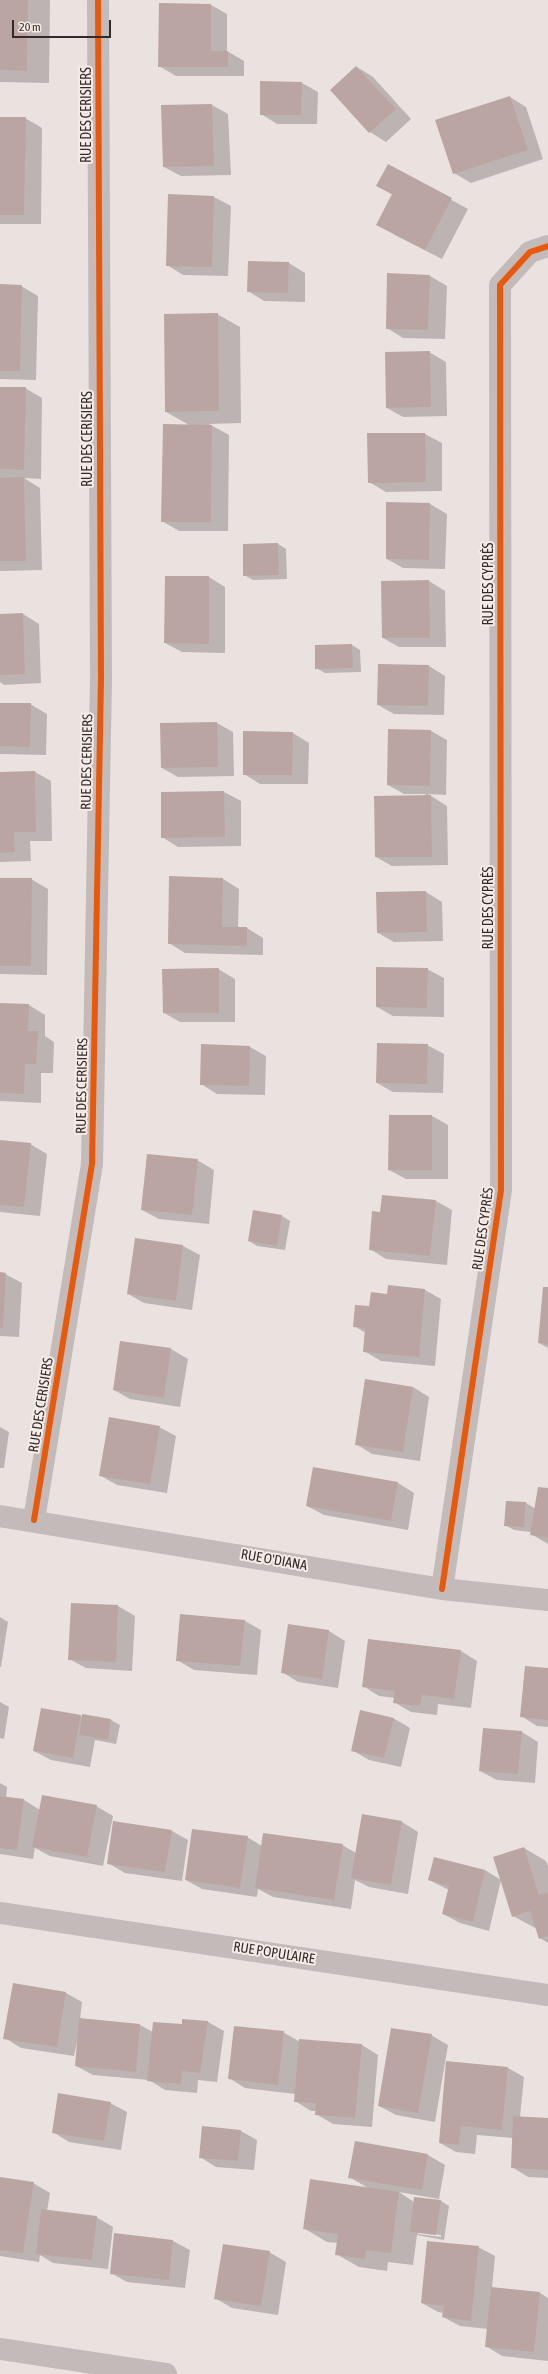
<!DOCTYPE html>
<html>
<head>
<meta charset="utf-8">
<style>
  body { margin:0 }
  #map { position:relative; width:548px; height:2374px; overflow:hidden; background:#eae2df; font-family:"Asap Condensed",sans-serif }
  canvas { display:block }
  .scale { position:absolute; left:12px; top:20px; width:99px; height:18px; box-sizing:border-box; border:2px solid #322928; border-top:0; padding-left:5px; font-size:12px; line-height:14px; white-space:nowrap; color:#322928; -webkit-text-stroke:3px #f6ece7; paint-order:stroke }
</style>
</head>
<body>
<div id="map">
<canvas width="548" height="2374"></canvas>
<div class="scale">20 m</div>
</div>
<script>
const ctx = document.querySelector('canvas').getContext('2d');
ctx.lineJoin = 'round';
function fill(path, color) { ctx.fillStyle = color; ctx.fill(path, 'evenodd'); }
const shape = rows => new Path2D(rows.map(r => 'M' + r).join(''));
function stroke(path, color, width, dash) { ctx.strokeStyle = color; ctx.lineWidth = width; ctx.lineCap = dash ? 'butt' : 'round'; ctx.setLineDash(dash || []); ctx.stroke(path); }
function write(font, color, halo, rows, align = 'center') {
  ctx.font = font + ' "Asap Condensed",sans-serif'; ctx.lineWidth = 4; ctx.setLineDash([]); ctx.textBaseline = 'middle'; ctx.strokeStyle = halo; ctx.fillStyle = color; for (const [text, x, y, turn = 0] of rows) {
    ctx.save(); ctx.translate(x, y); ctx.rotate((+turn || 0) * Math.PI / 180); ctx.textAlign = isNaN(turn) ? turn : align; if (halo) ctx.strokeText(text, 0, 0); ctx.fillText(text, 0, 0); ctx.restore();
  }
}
fill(shape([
  [0,0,50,0,49,83,0,82],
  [211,5,227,14,227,51,244,61,244,76,176,76,159,66],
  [357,67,373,77,411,119,386,142,370,132],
  [302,83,318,92,317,124,277,124,261,114],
  [510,97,526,107,543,159,471,183,454,173],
  [212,105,228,114,231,175,181,176,164,167],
  [0,118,25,118,42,128,41,224,0,224],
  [388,165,468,209,442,259,393,234,393,195,377,186],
  [169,195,214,197,231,206,228,276,183,275,167,265],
  [289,263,305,273,305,302,264,301,248,291],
  [388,275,430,276,447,286,445,339,403,338,387,328],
  [0,285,21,286,38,296,36,380,0,379],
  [217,314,240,327,241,423,209,424,229,435,228,531,179,531,162,521,191,426,166,412],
  [429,352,446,362,447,416,403,417,387,408],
  [0,388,25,388,42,398,41,479,24,478,40,488,42,570,0,571],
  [368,434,425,434,442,443,442,491,386,492,369,482],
  [387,503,430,504,447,514,445,569,403,568,387,559],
  [278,544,286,549,287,579,253,580,244,575],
  [209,577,225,587,225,653,182,652,165,643],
  [429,581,445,591,446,647,399,647,383,638],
  [23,614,39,624,41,683,4,685,0,682,0,615],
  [352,645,360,650,361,672,325,673,316,668],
  [429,666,445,676,444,715,394,714,378,705],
  [0,704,30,704,47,714,46,755,0,754],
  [217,723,233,732,234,776,178,777,162,768],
  [431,731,447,740,446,795,428,794,447,806,448,865,392,866,376,857,426,794,404,794,388,785],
  [293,733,309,743,308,784,260,784,244,774],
  [35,772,51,781,52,841,30,841,31,861,0,862,0,773],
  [224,792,241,801,241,846,178,847,162,837,162,793],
  [170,877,223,879,239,889,238,928,247,928,263,938,263,955,185,953,169,943],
  [0,879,31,879,48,889,47,975,0,974],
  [426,892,442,902,443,941,394,942,378,933],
  [218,969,235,979,235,1022,180,1022,164,1013],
  [427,969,444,978,444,1017,393,1016,377,1007],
  [0,1004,29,1005,45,1015,45,1036,54,1042,53,1073,41,1073,41,1103,0,1101],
  [427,1045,444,1054,443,1093,393,1092,377,1083],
  [250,1047,266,1056,265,1095,217,1094,201,1084],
  [432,1116,448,1125,448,1179,406,1179,389,1170],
  [0,1141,30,1144,47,1154,40,1216,0,1212],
  [197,1160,214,1170,209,1224,159,1219,142,1210],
  [436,1201,452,1210,447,1265,386,1259,370,1249,381,1213],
  [282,1216,290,1221,285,1250,257,1246,249,1241],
  [136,1240,183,1246,200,1255,192,1310,144,1303,128,1294],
  [0,1273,5,1274,22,1283,19,1337,0,1336],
  [548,1288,548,1348,539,1343],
  [425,1290,441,1299,435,1366,381,1361,364,1351,366,1333,354,1326,370,1307,388,1295],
  [121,1342,171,1349,188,1359,180,1407,130,1399,114,1390],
  [365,1380,413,1387,429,1397,420,1461,372,1454,356,1444],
  [0,1427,9,1432,4,1468,0,1468],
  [159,1427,176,1436,167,1493,117,1485,101,1476],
  [314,1468,398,1483,414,1493,408,1530,324,1515,307,1506],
  [548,1489,548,1544,531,1534,531,1532,514,1530,505,1525,526,1503,536,1509],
  [72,1604,118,1606,135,1616,132,1671,86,1668,69,1659],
  [0,1617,8,1622,1,1667,0,1667],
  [245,1621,261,1630,257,1675,194,1670,177,1660],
  [289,1625,329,1631,345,1641,338,1688,298,1682,282,1672],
  [461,1651,477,1661,471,1708,438,1704,437,1715,411,1712,394,1702,395,1698,379,1696,363,1686],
  [548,1669,548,1727,537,1726,521,1716],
  [0,1702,9,1707,4,1739,0,1738],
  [42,1709,83,1717,83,1715,111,1720,120,1725,116,1744,95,1740,90,1767,51,1760,34,1751],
  [393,1718,410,1728,401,1767,369,1760,352,1750],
  [522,1732,538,1742,535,1783,497,1780,480,1771],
  [0,1783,7,1787,6,1798,24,1800,40,1810,96,1806,113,1816,103,1866,50,1856,35,1848,33,1859,0,1854],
  [363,1815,402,1822,418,1832,408,1894,369,1887,355,1880,351,1909,273,1897,258,1889,257,1897,202,1889,186,1880,247,1837,262,1846,342,1845,356,1853],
  [172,1831,188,1840,182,1881,125,1873,108,1863],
  [524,1848,546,1861,548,1867,548,1943,540,1938,537,1929,513,1916],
  [485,1870,501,1880,489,1931,460,1923,443,1914,449,1890,429,1880],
  [66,1993,82,2002,80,2019,140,2025,153,2032,208,2022,224,2031,217,2082,198,2080,197,2093,165,2090,149,2080,93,2075,76,2066,79,2033,74,2056,21,2048,5,2038],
  [283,2032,300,2042,362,2045,378,2055,372,2127,333,2124,316,2114,317,2111,311,2111,295,2101,295,2094,245,2088,229,2078],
  [431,2035,448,2045,435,2122,396,2115,379,2106],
  [508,2068,524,2077,520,2117,548,2119,548,2178,528,2177,512,2167,513,2138,477,2135,475,2154,456,2152,440,2143],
  [110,2103,127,2112,121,2150,69,2142,53,2132],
  [241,2131,257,2140,254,2170,216,2167,200,2157],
  [355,2143,428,2155,445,2165,439,2199,399,2192,414,2202,441,2201,449,2206,444,2240,417,2235,413,2265,388,2262,387,2271,359,2267,336,2254,338,2243,327,2242,305,2229,368,2188,349,2177],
  [418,2232,441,2235,441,2237,418,2234],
  [0,2178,33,2183,50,2193,47,2211,96,2217,113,2227,108,2269,53,2263,40,2255,39,2262,0,2256],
  [115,2234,173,2241,190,2250,185,2288,127,2282,111,2273],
  [478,2247,495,2256,492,2288,540,2293,548,2298,548,2361,502,2356,486,2346,488,2329,460,2326,443,2317,444,2313,438,2312,422,2303],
  [269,2252,286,2262,278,2315,232,2308,215,2298]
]), '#0003');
fill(shape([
  [0,0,28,0,27,71,0,70],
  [159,3,211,4,211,51,228,51,228,67,158,67],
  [356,66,396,109,369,133,330,90],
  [260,81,302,82,301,115,260,115],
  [510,96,528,150,453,174,435,120],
  [212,104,214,166,163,167,161,105],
  [0,117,26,117,24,215,0,215],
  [388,164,452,198,425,250,376,225,392,194,376,186],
  [168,194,214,196,212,267,166,266],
  [248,261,289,262,288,293,247,292],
  [387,273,430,275,428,330,386,329],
  [0,284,22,285,20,371,0,371],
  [218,313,219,411,165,412,164,314],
  [430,351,431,407,386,408,385,352],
  [0,387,26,387,24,470,0,469],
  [163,424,212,425,211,522,161,522],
  [367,433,425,433,426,482,368,483],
  [24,477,26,561,0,561,0,478],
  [386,502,430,503,429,560,386,559],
  [278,543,279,575,243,576,243,544],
  [165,576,209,576,209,644,164,643],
  [429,580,430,638,382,638,381,581],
  [23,613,25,674,0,675,0,614],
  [352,644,353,668,315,669,315,645],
  [378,664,429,665,428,706,377,705],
  [0,703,31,703,30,747,0,746],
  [217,722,218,767,161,768,160,723],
  [388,729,431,730,430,786,387,785],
  [243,731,293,732,292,775,243,775],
  [35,771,36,832,14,832,15,852,0,853,0,772],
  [224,791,225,837,161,838,161,792],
  [431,795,432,857,375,857,374,796],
  [169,876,223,878,222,927,247,927,247,946,168,944],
  [0,878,32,878,31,966,0,966],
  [426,891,427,932,377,933,376,892],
  [376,967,428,968,427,1008,376,1007],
  [219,968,219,1013,163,1013,162,969],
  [0,1003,29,1004,28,1031,38,1031,36,1064,25,1064,24,1094,0,1093],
  [377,1043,428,1044,427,1084,376,1083],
  [201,1044,250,1046,249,1086,200,1085],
  [389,1115,432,1115,432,1170,388,1170],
  [0,1140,31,1143,24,1207,0,1205],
  [147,1154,198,1159,192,1215,141,1210],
  [382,1195,436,1200,430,1256,369,1250,372,1211,380,1212],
  [253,1210,282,1215,277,1246,248,1241],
  [135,1238,183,1245,176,1301,127,1294],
  [0,1272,6,1273,3,1328,0,1328],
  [388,1285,425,1289,419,1357,363,1352,365,1328,353,1327,355,1305,369,1306,371,1292,387,1294],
  [543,1287,548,1287,548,1344,538,1343],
  [120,1341,171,1348,164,1398,113,1390],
  [365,1379,413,1387,403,1452,355,1445],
  [109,1417,160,1426,150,1484,99,1476],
  [313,1467,398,1482,391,1521,306,1506],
  [538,1487,548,1488,548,1538,530,1535],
  [506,1501,526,1502,524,1527,504,1526],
  [71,1603,118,1605,116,1662,68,1660],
  [180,1614,245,1620,240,1666,176,1661],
  [288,1624,329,1630,322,1679,281,1673],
  [368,1639,461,1650,454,1699,422,1695,420,1706,393,1703,395,1691,362,1687],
  [525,1666,548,1668,548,1720,520,1717],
  [41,1708,81,1715,73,1758,33,1751],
  [360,1710,394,1718,384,1758,351,1751],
  [82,1714,111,1719,108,1740,79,1735],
  [483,1728,522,1731,518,1774,479,1771],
  [42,1795,97,1805,87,1857,32,1847],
  [0,1796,24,1799,17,1850,0,1848],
  [362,1814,402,1821,391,1885,351,1878],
  [113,1821,172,1830,165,1872,107,1864],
  [192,1829,248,1836,240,1888,185,1880],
  [263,1833,343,1844,334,1900,255,1888],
  [524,1847,539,1895,548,1892,548,1936,539,1939,530,1911,512,1917,493,1857],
  [434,1857,485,1870,473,1922,442,1914,449,1886,428,1880],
  [13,1983,66,1992,57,2047,3,2039],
  [79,2018,140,2024,136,2072,75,2066],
  [182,2019,208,2021,200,2073,182,2071,181,2084,147,2081,153,2022,182,2024],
  [234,2026,284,2031,278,2085,228,2079],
  [391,2028,432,2034,418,2113,378,2106],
  [299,2039,362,2044,355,2118,315,2115,316,2103,294,2102],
  [446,2061,508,2067,502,2130,461,2126,459,2145,439,2143],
  [58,2093,111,2102,104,2141,52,2133],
  [513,2116,548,2118,548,2170,511,2168],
  [202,2126,241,2130,238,2161,199,2158],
  [355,2141,428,2154,422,2190,348,2178],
  [0,2177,34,2182,23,2253,0,2250],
  [310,2179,399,2192,391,2253,366,2250,365,2259,335,2255,338,2234,303,2229],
  [414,2197,441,2200,436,2235,410,2232],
  [41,2209,97,2216,92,2260,36,2254],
  [114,2233,173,2240,169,2280,110,2274],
  [427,2241,479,2246,471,2321,442,2317,444,2306,421,2303],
  [223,2244,270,2251,261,2306,214,2299],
  [491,2287,540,2292,534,2352,485,2347]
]), '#bba5a3');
stroke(shape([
  [0,1516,442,1589,548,1600],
  [34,1520,92,1164,101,679,98,0],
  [442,1589,501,1190,500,285,530,252,548,246],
  [0,1913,548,1995],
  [0,2349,166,2374]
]), '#c2bbb9', 22);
stroke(shape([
  [34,1520,92,1164,101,679,98,0],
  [442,1589,501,1190,500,285,530,252,548,246]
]), '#e8590c', 6);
write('14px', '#322928', '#f6ece7', [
  ["RUE DES CERISIERS",87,115,-90],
  ["RUE DES CERISIERS",88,439,-90],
  ["RUE DES CYPRÈS",489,584,-90],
  ["RUE DES CERISIERS",87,762,-89],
  ["RUE DES CYPRÈS",489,908,-90],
  ["RUE DES CERISIERS",82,1086,-89],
  ["RUE DES CYPRÈS",483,1229,-82],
  ["RUE DES CERISIERS",41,1405,-81],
  ["RUE O'DIANA",274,1560,10],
  ["RUE POPULAIRE",274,1953,9]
]);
</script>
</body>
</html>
----
**THE PROBLEM:**
Return the lines containing "canvas", taking each one from the listing.

**THE ANSWER:**
  canvas { display:block }
<canvas width="548" height="2374"></canvas>
const ctx = document.querySelector('canvas').getContext('2d');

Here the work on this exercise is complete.